What the task requires:
Where the string "bottom" occurs in the material below, report the whole line.

= Beginning of Section =

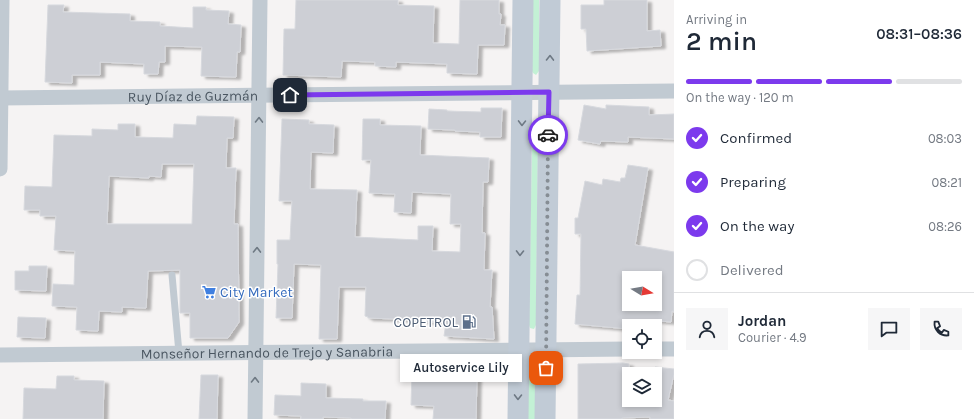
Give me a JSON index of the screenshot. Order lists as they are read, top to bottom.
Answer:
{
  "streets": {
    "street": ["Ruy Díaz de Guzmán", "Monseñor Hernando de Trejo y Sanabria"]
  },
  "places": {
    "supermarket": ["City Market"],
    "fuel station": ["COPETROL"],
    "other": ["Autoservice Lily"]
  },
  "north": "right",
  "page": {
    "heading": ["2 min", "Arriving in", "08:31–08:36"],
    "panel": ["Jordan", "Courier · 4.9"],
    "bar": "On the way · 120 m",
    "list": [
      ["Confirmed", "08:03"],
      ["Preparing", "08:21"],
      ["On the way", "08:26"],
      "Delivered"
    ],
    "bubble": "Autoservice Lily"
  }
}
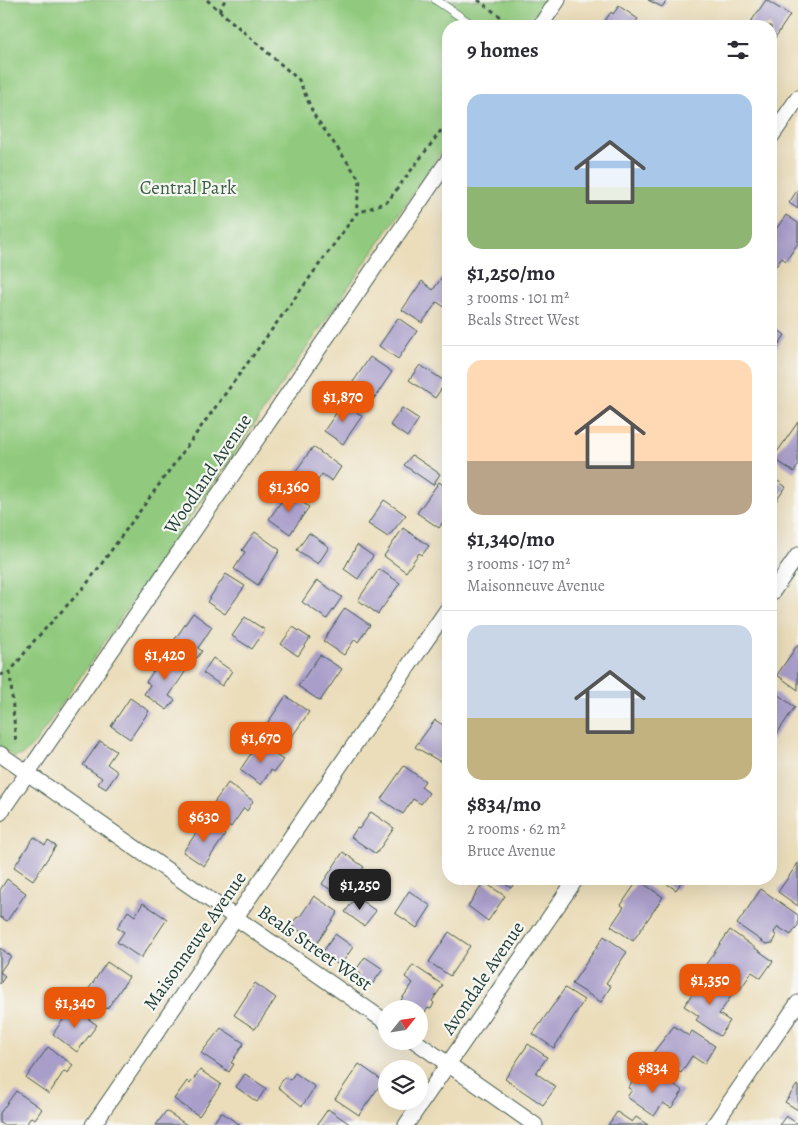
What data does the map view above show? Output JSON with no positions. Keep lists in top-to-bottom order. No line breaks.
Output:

= End of Section =

Answer for this exercise:
Give me a JSON index of the screenshot. Order lists as they are read, top to bottom.
What data does the map view above show? Output JSON with no positions. Keep lists in top-to-bottom order. No line breaks.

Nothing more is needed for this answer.